In summary, our investigation provides no support for the hypothesis that activation of TLR2 by LcrV contributes to the virulence of Y. pestis
via immunomodulation. In a sensitive infection model using virulent Y. pestis
, elimination of TLR2 has no effect on the course of disease and little on cytokine levels observed in vivo. The bulk of rLcrV protein has no TLR2-stimulating activity in vitro, and such activity is restricted to high-molecular-weight aggregates/multimers which contain LcrV but are of undetermined composition. Given the well-established sensitivity of the Y. pestis
mouse infection model, its lack of response to TLR2 deficiency must be regarded as strong evidence that TLR2-induced immunomodulation does not have a significant role in plague. The early observations suggesting a direct immunosuppressive role for LcrV were based on direct injection of rLcrV preparations into mice, resulting in immunosuppression and elevated levels of IL-10 (19
). A TLR2-independent mechanism of IL-10 induction would be consistent with these early observations.

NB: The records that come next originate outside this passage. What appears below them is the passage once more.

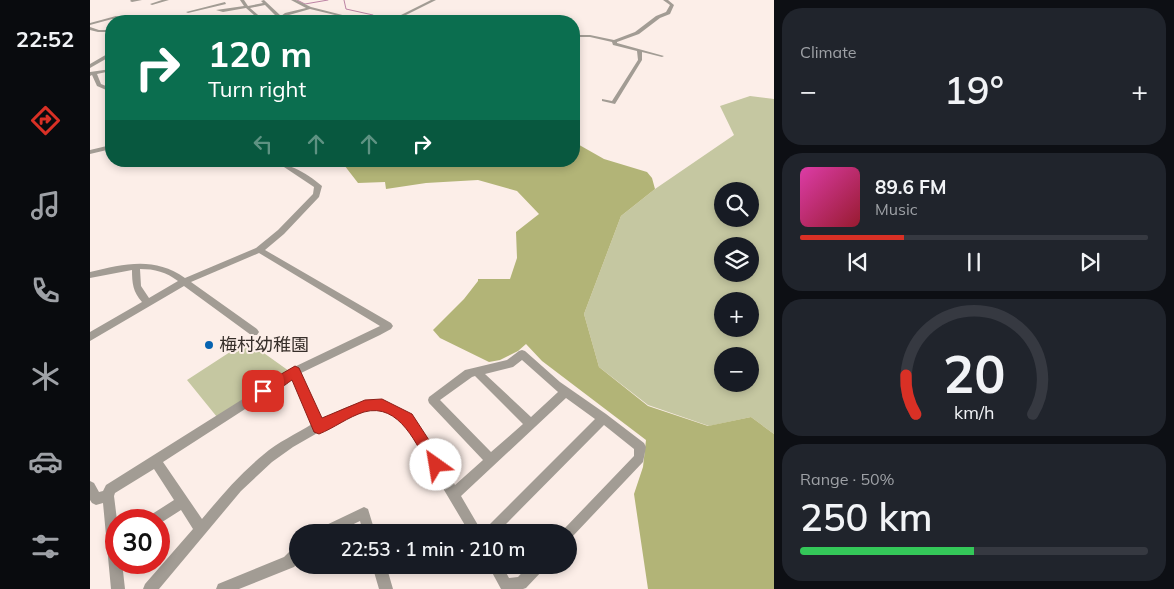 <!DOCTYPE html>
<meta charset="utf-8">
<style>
:root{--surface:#171b24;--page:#20242c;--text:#f1f3f6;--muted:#9ea1a6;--line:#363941;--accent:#d93025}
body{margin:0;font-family:Mulish,"Noto Sans JP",sans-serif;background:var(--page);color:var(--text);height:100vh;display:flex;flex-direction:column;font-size:19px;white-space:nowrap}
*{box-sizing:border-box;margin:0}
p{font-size:16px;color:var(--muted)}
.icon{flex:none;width:28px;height:28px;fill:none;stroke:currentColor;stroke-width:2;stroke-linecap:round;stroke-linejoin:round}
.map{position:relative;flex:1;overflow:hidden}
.sheet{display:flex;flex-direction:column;gap:8px;padding:8px;background:#0d0f14;width:400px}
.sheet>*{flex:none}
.hud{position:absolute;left:15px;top:15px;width:475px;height:152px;border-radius:20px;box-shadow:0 2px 8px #0003;background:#0b6e4f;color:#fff;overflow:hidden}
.tools{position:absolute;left:624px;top:182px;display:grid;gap:10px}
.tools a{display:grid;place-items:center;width:45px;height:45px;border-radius:50%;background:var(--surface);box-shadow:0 2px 8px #0003;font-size:25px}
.speed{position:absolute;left:15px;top:509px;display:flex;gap:10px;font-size:25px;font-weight:700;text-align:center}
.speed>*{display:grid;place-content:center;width:65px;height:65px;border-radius:50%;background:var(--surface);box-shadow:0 2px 8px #0003;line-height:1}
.speed .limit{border:8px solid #d22;background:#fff;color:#111}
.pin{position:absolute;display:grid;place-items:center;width:42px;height:42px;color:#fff;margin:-21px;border-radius:10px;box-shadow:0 2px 8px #0006}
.me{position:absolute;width:55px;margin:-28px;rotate:328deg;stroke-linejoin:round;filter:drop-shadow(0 0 4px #0008)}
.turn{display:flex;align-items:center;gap:18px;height:105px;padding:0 20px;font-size:22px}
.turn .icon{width:65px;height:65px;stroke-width:2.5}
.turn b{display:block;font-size:35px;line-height:42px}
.lanes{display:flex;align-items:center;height:48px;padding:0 20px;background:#0003;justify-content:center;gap:25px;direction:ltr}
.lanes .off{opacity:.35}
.big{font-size:38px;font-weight:600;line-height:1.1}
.sheet .widget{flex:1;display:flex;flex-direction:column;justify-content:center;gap:8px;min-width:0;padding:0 18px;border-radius:20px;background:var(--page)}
.sheet .dial{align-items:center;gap:0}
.dial svg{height:130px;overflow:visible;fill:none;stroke:var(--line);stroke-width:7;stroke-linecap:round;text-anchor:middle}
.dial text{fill:var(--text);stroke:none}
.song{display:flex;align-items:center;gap:15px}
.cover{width:60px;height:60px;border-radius:8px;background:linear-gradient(135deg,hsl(320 70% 55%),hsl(350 70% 35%))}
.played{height:5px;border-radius:2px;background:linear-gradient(90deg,var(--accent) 30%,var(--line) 30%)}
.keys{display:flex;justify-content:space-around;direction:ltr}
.heat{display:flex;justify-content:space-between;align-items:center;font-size:28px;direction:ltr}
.charge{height:8px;border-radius:4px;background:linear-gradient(90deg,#34c759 50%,var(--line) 0)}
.trip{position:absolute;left:199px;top:524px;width:288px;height:50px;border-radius:25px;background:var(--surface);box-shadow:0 2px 8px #0003;font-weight:600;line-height:50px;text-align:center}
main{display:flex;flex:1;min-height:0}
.tab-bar{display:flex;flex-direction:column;width:90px;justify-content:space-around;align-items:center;background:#090b0e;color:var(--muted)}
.tab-bar .icon{width:35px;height:35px}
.tab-bar .selected{color:var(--accent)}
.tab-bar b{font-size:22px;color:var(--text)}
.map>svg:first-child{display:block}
</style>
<main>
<nav class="tab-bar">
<b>22:52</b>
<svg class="icon selected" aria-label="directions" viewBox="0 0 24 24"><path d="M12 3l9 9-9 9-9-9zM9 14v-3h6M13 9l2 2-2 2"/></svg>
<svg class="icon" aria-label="music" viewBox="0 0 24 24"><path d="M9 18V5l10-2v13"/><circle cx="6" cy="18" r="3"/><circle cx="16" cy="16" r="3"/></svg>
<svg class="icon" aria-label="phone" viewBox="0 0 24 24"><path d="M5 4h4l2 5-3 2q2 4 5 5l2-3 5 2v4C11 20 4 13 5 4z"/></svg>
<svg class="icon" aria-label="climate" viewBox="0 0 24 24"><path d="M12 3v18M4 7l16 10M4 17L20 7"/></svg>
<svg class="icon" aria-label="car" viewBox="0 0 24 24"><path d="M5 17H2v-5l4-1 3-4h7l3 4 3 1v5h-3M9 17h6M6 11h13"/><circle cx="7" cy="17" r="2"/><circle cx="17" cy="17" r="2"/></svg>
<svg class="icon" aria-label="filters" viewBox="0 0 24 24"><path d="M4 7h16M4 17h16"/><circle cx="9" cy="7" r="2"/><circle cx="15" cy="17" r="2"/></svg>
</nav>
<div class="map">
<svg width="684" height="589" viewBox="0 0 684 589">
<rect width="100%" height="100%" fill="#fceee8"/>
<!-- green -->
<path fill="#c5c7a1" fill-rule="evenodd" d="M660 96 684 99V434L661 417 619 426 558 405 509 367 494 314 531 216 565 189 644 135 630 106ZM632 191H660V219H632ZM632 246H660V274H632ZM632 301H660V329H632ZM632 356H660V384H632Z
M157 341 199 371 127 417 97 380Z"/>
<!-- forest -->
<path fill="#b2b477" d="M484 142 514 159 557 172 562 178 565 189 531 216 494 314 509 367 558 406 618 426 661 417 684 434V589H558L544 494 553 467 556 440 452 361 436 344 428 351 410 360 399 362 350 338 343 330 374 299 388 281V279H420L427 258 426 232 449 214 427 191 388 180 336 183 296 189 295 182 268 183 251 161H484Z"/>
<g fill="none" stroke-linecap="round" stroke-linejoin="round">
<!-- stream -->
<path stroke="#bc83a3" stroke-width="1" d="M207 0 215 4 238 0
M254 0 256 9 283 15 291 21"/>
<!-- minor -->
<path fill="#a29c94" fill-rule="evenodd" d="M41 0H52L42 2 40 1Z
M72 0H79L62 5 60 4Z
M150 0H154L158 6 173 3 171 1 174 0 191 16 195 13 216 8 201 0H206L221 7 276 21H270L220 9 199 15 190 21H185L188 18 175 5 160 8 175 21H171L156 8 133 12 126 10 154 6Z
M341 0H346L304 21H299Z
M573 0H578L584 5 580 14 570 18 549 34 527 42V43L574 56 572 57 552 52V60L525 104 512 101V99L522 101 548 60 547 51 523 45 522 42 500 37H484V35H500L524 40 545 32 566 16 576 12 580 5Z
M135 2 136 4 98 13 96 12Z
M26 16 42 21H36L26 18 0 25V23Z
M69 16 71 18 59 21H53Z
M347 16 370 20 372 21H364L345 18Z
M0 27 9 30H21V32H8L0 30Z
M19 53H21V56L0 68V64Z
M21 69V71L7 74 11 84 21 88V92L7 86 2 75 0 76V72Z
M21 145V149L0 154V150Z
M174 161C195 161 216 172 232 186L229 197 194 234 175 250 301 323 303 326 301 329 290 335 211 373 231 420C247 411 278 395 296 402L321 415 365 485 393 460 339 403 338 400 339 397 375 370 417 360 429 351 432 350 435 351 470 382 516 414 554 443 556 447 553 462 482 537 478 539V532H472L474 529 544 456V449L514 425 408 532H394L396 528 505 419 476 398 371 496 392 532H379L313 421 291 410 275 411 250 420 203 447 182 462 151 491 69 589H53L55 584 103 529 91 510 69 524V520H57L59 516 84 500 64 469 25 493 24 496 27 520 26 562H32L35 589H21L13 503 6 505 2 503 0 500V481L4 483 9 492 13 491 16 485 202 368 290 326 169 253 101 282 167 329 169 332 167 335H161L94 286 0 341V332L52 302C43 292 42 283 42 270L0 278V272C34 264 64 256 95 278L166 248 188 230 223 194 224 187 194 167ZM50 269C65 269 76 272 88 281L59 298 51 286ZM432 360 468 392 441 417 395 374 423 367ZM385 376 433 424 401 452 350 400 382 377ZM203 378 222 424C206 434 188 442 173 455 150 474 131 496 112 519L73 462Z
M274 507 278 509 285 532H273L270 521 247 532H228L230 528Z
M208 547V563L204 567 149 589H126L128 584 194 557 203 548Z
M282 565H296L303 589H289Z
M398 565H412L419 578 428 577 439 565H455L453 570 436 588 433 589H411Z"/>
</g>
<!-- route -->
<path fill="#d93025" stroke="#8d1f18" d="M205 366 209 368 232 418 275 400 292 399 322 414 352 460 354 465 352 470 346 472 341 470C327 446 310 402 274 412 258 417 244 428 229 434L224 432 202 380C193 386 179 399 169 396L167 391 169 387Z"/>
<!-- markers -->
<circle fill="#0763b0" stroke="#fceee8" stroke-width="2" cx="119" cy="345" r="5"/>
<g text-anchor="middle" stroke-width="4" stroke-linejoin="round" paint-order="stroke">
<!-- poi labels -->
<g font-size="18" fill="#362e29" stroke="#fceee8" text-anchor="start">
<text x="129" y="351">梅村幼稚園</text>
</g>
</g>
</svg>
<div class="tools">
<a><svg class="icon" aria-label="search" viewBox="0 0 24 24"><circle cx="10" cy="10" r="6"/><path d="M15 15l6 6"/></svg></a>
<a><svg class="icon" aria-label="layers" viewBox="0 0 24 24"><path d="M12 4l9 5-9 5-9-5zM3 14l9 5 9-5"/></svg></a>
<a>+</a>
<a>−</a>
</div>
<div class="speed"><div class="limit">30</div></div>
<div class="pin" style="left:173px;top:391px;background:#d93025"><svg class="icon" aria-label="arrive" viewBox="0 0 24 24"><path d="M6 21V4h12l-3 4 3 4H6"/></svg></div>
<svg class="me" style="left:346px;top:465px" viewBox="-20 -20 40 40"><circle r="19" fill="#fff"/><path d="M0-13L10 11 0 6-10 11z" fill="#d93025"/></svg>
<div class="trip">22:53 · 1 min · 210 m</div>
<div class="hud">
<div class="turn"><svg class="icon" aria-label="right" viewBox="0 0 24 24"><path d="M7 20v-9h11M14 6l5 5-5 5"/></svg><div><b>120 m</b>Turn right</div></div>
<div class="lanes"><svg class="icon off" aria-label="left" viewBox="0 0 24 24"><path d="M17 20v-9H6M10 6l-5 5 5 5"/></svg><svg class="icon off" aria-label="ahead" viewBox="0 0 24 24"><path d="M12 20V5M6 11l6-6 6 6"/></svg><svg class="icon off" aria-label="ahead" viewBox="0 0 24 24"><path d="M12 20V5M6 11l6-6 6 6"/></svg><svg class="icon" aria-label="right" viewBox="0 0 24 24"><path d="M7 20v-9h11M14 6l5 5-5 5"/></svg></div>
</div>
</div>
<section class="sheet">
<div class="widget"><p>Climate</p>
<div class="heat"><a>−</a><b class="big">19°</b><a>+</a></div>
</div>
<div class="widget">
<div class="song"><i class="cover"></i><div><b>89.6 FM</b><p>Music</p></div></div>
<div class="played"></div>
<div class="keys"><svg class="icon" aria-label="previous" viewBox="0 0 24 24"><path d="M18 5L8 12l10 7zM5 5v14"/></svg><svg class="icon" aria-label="pause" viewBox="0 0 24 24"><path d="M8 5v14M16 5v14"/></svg><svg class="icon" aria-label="next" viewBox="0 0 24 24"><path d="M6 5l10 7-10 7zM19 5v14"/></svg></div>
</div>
<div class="widget dial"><svg viewBox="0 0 100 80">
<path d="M14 69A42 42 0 1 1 86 69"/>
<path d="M14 69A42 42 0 0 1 8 45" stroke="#d93025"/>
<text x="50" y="56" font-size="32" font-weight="700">20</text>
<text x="50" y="72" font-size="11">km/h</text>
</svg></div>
<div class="widget"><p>Range · 50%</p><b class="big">250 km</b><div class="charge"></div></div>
</section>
</main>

Detailed infection experiments have also been conducted with Yersinia enterocolitica
and Yersinia pseudotuberculosis
by Victoria Auerbuch and Ralph Isberg (2a
). They also observed no differences in the course or pattern of disease, or in cytokine levels, between TLR2-sufficient and -deficient mice. The conflicting results of Sing et al. imply that LcrV-TLR2-mediated immunosuppression may operate under certain limited circumstances (i.e., with specific combinations of Y. enterocolitica
strains and mouse strains), but, given the present weight of evidence, it is unlikely to be a phenomenon of general importance to virulence in the yersiniae.